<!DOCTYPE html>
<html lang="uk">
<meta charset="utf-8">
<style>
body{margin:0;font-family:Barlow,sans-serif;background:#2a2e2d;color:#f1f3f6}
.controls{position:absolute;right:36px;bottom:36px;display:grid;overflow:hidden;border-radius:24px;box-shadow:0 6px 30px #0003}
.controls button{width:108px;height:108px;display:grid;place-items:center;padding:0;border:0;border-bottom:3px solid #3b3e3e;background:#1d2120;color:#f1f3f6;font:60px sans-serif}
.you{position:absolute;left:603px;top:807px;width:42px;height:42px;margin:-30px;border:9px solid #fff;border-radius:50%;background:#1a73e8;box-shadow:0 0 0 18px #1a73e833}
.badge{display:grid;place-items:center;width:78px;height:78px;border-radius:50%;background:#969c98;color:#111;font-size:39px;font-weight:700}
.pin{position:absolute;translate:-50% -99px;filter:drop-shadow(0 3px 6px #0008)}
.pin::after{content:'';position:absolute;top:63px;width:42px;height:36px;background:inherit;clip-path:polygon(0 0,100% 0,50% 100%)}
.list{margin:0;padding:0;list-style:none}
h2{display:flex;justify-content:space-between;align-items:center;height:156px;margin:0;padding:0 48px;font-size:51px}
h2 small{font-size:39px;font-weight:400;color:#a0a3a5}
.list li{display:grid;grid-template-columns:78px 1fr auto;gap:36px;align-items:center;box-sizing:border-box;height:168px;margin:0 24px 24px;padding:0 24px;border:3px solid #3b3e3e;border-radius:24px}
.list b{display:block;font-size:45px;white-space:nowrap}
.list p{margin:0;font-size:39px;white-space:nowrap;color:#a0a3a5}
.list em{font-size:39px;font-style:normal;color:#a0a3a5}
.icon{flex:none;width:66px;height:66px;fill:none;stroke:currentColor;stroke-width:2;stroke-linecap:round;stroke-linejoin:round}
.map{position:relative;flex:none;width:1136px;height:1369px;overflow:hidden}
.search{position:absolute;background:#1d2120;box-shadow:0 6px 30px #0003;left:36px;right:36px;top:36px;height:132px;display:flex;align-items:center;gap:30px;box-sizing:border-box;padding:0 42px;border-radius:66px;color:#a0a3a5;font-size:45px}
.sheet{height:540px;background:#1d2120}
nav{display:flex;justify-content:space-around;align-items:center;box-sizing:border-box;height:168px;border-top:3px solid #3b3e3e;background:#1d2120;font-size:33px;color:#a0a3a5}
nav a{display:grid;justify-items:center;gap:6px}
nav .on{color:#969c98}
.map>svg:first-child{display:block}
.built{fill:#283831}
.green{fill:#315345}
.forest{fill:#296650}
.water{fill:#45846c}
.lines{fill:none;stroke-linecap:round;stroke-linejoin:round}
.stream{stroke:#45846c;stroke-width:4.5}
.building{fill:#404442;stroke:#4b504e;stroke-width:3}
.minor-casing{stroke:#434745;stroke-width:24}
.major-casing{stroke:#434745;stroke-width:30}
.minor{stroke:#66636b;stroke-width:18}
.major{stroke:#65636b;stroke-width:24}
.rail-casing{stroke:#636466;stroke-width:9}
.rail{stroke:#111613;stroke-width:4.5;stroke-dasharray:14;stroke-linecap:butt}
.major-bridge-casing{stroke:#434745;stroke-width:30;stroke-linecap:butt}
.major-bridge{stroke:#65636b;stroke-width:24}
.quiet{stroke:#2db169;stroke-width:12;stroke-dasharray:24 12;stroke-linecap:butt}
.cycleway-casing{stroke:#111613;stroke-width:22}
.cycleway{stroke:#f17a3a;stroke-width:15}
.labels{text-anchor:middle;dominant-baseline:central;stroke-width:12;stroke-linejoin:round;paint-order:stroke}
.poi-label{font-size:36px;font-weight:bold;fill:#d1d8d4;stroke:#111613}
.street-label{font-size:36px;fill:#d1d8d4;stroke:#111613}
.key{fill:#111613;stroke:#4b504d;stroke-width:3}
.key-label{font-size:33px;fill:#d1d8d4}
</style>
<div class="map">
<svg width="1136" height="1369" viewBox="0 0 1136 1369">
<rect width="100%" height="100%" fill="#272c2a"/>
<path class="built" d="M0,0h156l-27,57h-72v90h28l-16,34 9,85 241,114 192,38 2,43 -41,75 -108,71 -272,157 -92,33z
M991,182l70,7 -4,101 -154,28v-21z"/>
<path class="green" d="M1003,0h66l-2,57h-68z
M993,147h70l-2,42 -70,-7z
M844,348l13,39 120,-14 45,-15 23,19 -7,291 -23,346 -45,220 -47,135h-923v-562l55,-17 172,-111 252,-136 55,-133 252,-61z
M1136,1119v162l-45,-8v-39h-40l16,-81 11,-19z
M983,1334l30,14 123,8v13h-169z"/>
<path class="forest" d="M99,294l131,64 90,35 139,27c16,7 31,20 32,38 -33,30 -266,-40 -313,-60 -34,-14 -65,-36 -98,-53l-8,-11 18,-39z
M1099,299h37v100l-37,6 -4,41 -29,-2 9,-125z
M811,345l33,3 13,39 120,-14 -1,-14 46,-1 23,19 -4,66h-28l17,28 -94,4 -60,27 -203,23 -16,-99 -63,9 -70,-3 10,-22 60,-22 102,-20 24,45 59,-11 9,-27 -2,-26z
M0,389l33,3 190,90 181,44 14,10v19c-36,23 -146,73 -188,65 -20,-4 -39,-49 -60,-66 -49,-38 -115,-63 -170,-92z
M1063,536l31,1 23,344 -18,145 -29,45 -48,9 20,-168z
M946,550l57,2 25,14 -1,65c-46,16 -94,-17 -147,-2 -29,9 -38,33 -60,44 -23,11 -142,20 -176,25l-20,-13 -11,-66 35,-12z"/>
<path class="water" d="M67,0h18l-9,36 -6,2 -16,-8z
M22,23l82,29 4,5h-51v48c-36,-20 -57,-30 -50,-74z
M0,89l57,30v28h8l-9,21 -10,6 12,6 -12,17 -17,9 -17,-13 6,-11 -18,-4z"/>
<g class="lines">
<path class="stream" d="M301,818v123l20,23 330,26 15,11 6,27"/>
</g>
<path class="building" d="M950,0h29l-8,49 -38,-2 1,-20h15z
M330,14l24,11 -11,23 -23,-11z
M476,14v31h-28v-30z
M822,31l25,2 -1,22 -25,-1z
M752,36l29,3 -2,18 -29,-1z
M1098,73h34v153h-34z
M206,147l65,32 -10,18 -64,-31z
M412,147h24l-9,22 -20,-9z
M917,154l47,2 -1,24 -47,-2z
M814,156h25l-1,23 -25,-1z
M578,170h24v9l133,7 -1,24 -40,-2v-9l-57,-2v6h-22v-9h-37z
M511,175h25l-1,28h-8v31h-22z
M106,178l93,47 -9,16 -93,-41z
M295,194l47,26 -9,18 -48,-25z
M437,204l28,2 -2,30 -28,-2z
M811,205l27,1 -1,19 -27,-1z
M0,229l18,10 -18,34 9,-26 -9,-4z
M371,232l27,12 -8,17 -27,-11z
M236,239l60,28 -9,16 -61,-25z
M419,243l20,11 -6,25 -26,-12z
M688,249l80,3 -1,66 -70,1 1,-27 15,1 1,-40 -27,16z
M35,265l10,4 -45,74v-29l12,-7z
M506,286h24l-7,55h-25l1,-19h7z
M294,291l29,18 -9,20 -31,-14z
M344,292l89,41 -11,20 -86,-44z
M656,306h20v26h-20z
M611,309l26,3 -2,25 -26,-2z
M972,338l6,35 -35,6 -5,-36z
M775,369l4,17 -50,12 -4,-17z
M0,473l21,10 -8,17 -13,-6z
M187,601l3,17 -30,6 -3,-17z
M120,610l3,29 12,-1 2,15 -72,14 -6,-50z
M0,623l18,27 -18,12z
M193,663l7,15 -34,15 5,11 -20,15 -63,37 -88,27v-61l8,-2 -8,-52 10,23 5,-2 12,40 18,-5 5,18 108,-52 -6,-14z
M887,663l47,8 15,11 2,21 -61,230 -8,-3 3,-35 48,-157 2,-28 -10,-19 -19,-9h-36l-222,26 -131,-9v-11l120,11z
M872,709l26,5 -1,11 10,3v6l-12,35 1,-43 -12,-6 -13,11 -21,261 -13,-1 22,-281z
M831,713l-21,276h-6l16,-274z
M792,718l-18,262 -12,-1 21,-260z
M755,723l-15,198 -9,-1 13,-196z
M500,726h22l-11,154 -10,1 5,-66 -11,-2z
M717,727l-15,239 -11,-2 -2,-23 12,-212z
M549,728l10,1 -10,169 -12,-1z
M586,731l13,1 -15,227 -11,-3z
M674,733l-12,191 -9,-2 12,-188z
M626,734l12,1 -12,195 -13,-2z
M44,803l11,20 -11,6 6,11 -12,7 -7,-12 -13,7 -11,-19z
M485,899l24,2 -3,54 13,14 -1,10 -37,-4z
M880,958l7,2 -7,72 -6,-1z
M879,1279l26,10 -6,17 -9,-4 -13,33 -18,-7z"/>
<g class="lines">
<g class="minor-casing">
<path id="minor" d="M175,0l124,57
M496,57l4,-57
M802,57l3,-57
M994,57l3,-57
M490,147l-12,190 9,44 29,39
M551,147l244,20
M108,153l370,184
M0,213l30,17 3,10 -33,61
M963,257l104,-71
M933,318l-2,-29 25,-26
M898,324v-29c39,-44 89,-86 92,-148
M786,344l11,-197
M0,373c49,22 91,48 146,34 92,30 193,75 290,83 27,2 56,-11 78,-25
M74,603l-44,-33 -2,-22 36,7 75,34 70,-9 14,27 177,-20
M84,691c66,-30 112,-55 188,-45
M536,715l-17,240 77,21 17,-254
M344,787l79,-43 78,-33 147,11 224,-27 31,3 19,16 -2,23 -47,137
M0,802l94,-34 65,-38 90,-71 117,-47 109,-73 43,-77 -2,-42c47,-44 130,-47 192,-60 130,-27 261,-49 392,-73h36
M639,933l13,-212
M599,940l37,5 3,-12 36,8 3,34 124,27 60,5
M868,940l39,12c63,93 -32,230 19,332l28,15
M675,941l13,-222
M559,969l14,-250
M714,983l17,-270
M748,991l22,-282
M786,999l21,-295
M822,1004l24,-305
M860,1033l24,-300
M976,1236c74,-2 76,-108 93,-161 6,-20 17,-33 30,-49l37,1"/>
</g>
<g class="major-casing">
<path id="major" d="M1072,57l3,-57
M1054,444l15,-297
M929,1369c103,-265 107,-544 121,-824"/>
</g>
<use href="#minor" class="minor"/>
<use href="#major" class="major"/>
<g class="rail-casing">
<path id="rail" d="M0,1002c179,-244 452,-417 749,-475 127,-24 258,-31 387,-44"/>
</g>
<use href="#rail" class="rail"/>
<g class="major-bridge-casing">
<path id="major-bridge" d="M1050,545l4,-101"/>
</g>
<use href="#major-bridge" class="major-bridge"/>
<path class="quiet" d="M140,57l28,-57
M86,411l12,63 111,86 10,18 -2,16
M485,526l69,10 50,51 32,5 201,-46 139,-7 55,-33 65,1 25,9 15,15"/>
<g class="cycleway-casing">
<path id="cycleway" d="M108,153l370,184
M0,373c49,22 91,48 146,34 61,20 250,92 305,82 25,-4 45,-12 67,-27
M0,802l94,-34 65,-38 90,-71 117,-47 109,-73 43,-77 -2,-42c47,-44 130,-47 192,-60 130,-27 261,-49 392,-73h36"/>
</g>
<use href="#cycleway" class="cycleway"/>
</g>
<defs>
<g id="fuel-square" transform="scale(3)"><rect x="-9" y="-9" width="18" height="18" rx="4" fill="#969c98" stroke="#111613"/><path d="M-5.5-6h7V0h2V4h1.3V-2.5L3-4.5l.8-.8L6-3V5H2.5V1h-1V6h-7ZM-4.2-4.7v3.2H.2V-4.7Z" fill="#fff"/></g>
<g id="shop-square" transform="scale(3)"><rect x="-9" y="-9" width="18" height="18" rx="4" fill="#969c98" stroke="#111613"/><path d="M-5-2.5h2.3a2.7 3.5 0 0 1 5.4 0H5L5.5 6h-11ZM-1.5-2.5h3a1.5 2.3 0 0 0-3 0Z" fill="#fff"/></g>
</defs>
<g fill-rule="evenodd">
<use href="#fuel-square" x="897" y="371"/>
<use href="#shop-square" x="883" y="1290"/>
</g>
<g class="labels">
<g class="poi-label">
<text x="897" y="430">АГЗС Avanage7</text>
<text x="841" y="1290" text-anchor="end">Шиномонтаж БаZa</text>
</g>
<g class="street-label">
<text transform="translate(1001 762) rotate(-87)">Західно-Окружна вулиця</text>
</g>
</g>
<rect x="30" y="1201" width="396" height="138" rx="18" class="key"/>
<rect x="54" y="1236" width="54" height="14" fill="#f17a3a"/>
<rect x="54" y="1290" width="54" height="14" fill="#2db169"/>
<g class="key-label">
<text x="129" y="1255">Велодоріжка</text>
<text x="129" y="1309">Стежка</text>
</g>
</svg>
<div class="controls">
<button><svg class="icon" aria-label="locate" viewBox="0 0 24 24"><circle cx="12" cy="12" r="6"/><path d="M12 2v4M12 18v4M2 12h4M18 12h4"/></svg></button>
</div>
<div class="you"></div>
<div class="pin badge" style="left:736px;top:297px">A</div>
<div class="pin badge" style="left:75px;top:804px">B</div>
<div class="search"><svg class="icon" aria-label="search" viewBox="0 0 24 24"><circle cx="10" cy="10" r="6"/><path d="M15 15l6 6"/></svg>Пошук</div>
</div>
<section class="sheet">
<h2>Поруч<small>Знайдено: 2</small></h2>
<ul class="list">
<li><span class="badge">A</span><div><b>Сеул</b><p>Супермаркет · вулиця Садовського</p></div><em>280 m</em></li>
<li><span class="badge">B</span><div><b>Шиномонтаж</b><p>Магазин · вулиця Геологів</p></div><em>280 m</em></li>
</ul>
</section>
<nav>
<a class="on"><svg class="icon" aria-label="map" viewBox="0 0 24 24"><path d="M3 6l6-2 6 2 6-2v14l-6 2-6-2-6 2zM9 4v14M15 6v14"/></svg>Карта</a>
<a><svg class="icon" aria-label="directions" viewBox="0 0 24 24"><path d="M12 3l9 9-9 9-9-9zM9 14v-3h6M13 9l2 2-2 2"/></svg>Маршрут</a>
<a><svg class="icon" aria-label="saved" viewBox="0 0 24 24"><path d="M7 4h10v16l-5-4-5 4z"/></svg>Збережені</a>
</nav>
# # # # # # #
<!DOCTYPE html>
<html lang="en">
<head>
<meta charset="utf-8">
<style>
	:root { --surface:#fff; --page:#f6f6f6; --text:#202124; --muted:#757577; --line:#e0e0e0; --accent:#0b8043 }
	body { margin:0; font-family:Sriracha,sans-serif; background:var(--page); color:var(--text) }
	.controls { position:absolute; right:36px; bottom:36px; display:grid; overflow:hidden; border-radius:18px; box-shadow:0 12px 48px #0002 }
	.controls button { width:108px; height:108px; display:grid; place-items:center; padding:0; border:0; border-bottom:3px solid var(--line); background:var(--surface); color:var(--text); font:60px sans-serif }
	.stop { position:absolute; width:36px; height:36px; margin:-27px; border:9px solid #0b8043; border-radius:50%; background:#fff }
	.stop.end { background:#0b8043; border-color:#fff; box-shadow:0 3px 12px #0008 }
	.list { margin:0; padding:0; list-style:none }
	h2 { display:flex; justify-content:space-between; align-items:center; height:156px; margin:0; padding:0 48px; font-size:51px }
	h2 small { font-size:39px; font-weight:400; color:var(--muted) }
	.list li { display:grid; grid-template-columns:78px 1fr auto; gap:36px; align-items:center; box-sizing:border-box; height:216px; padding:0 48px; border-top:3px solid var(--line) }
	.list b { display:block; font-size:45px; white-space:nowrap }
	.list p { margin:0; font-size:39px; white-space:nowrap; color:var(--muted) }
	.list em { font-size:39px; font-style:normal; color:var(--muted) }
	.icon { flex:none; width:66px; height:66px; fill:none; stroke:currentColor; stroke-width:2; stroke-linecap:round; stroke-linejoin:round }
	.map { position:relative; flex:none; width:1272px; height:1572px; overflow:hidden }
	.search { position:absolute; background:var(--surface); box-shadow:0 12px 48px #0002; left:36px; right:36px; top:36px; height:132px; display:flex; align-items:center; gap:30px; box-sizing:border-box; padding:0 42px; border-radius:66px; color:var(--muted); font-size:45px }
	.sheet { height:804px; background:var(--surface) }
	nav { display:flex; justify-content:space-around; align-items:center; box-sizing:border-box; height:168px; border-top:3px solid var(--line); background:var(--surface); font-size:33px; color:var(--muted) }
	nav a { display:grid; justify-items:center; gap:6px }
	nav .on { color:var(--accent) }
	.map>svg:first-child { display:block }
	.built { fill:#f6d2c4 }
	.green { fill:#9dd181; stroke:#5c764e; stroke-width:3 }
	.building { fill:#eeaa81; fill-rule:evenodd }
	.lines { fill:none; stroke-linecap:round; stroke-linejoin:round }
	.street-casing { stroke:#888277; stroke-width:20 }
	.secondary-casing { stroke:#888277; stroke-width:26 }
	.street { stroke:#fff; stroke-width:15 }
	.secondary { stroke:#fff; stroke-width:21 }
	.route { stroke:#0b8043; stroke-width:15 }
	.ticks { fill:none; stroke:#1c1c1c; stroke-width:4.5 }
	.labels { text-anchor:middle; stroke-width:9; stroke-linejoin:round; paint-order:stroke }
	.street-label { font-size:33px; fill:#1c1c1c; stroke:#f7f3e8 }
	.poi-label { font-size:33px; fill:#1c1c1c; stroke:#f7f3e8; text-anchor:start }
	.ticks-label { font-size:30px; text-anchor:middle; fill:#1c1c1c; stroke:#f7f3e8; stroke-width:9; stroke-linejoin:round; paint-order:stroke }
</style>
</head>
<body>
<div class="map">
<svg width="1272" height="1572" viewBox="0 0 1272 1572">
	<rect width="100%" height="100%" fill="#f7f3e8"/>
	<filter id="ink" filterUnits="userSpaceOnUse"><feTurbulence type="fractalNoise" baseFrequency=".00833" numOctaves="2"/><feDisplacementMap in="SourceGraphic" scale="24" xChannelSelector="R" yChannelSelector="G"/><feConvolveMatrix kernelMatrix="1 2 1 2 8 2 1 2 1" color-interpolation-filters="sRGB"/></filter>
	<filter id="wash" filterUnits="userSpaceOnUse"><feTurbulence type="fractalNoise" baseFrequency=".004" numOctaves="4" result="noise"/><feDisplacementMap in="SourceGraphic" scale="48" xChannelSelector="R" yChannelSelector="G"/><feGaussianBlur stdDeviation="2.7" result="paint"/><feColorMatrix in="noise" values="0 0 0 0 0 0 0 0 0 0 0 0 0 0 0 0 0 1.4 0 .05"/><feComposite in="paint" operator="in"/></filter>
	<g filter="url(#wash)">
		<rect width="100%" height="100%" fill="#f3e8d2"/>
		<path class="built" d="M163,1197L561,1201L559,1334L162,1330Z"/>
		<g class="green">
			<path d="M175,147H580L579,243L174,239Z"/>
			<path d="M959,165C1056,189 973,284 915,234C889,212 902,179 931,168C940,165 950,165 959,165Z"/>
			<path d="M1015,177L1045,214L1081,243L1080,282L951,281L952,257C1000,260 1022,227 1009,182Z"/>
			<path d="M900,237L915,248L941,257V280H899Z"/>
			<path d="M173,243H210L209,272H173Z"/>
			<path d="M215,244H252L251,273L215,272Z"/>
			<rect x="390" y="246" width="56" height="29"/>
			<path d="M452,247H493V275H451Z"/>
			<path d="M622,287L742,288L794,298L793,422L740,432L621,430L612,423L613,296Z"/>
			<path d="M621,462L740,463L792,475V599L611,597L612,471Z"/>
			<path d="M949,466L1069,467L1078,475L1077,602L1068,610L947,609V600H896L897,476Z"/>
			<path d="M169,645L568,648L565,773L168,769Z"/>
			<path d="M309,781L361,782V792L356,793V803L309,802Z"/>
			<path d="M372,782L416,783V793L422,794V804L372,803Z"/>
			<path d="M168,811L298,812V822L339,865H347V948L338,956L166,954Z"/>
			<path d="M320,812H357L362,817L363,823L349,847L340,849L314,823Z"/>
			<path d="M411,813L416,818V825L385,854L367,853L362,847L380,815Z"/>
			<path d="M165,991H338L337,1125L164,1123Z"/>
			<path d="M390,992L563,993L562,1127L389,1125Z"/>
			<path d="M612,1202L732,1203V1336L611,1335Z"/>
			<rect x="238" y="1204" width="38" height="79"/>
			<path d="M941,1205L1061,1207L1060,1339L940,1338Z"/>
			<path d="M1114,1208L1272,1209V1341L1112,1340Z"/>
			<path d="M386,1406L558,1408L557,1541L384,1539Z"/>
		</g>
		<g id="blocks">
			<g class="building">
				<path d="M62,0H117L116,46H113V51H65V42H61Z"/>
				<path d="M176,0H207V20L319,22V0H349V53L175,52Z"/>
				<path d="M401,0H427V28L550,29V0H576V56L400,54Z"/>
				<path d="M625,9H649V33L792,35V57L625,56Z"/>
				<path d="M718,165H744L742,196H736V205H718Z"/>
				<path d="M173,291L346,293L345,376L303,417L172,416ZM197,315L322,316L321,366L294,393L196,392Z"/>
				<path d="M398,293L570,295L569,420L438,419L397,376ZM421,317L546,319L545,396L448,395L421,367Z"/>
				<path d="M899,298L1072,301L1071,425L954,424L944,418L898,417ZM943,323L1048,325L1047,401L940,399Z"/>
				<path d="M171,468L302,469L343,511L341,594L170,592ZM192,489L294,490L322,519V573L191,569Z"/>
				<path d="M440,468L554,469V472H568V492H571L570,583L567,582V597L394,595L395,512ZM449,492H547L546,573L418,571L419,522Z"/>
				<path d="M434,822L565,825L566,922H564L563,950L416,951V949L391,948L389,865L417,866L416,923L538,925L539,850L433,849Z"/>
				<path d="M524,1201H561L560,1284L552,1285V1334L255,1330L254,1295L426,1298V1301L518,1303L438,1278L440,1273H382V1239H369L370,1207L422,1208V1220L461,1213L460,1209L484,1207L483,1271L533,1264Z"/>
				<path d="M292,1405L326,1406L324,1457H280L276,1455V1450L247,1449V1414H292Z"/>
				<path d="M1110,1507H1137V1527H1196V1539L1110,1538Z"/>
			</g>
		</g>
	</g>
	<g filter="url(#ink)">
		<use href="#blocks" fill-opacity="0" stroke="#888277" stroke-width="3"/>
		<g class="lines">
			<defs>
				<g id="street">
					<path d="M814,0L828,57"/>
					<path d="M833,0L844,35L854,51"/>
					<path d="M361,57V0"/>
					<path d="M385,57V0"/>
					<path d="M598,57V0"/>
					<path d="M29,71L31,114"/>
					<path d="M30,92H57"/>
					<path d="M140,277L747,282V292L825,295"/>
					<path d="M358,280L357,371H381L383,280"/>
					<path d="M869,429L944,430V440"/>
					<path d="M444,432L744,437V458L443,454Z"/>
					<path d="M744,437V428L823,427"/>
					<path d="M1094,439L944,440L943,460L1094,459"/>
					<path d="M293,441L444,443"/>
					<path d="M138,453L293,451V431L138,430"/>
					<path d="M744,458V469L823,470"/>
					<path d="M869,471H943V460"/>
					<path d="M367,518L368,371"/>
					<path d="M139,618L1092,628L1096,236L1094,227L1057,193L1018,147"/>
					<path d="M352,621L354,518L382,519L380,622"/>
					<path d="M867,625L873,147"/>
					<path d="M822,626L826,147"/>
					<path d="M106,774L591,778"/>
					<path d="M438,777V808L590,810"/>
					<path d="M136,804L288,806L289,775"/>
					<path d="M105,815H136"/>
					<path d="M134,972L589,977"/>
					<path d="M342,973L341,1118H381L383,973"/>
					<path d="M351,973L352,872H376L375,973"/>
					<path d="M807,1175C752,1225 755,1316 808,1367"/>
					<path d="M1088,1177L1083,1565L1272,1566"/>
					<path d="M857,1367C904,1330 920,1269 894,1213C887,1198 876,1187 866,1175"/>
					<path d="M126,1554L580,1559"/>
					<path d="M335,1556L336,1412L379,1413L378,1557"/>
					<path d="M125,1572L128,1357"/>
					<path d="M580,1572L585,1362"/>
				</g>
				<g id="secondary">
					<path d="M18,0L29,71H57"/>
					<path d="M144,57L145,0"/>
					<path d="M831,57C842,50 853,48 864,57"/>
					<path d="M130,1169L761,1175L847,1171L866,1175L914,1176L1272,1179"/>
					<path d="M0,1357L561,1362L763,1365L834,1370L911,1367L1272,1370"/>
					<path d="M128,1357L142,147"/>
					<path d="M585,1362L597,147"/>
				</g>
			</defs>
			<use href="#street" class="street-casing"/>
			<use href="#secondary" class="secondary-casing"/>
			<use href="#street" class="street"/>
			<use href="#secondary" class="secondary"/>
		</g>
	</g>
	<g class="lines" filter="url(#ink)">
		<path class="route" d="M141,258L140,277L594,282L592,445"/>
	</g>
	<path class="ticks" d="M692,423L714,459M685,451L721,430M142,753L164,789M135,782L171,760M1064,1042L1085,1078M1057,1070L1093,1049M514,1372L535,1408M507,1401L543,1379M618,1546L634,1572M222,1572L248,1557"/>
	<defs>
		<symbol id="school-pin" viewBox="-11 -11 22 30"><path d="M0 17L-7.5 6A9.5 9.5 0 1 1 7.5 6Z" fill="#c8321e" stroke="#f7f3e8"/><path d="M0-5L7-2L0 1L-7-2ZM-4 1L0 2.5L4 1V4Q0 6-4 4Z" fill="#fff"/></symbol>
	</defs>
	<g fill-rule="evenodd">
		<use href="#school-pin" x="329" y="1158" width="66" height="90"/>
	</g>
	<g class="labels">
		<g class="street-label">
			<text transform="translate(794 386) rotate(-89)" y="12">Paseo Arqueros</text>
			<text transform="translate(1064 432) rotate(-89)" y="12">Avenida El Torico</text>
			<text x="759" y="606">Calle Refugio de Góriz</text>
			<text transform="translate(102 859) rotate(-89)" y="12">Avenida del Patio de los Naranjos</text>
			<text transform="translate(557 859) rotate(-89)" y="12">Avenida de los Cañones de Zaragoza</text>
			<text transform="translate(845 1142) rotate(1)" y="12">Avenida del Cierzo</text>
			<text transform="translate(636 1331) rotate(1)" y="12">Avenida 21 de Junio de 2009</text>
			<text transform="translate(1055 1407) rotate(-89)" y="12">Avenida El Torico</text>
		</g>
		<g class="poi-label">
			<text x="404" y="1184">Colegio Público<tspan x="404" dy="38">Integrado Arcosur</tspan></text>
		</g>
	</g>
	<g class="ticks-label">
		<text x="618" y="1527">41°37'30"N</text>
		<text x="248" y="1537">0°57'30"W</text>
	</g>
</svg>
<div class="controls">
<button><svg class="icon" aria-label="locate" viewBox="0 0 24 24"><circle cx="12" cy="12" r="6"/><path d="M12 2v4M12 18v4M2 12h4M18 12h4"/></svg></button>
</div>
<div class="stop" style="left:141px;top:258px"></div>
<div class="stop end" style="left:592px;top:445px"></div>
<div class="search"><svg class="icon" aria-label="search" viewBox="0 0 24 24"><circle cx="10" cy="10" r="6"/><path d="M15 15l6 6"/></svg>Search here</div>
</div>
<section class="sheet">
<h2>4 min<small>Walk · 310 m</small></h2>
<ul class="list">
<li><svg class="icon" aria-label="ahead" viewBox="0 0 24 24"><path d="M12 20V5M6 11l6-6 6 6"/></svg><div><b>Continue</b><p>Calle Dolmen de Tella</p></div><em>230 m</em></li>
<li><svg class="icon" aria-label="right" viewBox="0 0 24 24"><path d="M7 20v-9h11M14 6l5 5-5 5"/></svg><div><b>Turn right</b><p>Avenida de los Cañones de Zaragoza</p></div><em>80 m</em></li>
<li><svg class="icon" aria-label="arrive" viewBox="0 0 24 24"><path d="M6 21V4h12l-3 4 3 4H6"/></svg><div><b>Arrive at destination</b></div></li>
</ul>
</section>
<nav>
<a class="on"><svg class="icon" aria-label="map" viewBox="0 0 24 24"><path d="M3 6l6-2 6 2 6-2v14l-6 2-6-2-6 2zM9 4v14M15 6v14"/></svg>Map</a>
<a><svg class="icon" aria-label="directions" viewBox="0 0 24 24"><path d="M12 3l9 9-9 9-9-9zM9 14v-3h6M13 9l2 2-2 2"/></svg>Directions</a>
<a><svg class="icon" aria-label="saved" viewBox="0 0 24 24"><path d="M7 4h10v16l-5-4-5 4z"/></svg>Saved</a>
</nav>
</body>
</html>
# # # # # # #
INSTRUCTIONS FOR THE TASK:
If a line in the entries above contains the word "template", copy it.

WRITTEN SOLUTION:
.list li{display:grid;grid-template-columns:78px 1fr auto;gap:36px;align-items:center;box-sizing:border-box;height:168px;margin:0 24px 24px;padding:0 24px;border:3px solid #3b3e3e;border-radius:24px}
	.list li { display:grid; grid-template-columns:78px 1fr auto; gap:36px; align-items:center; box-sizing:border-box; height:216px; padding:0 48px; border-top:3px solid var(--line) }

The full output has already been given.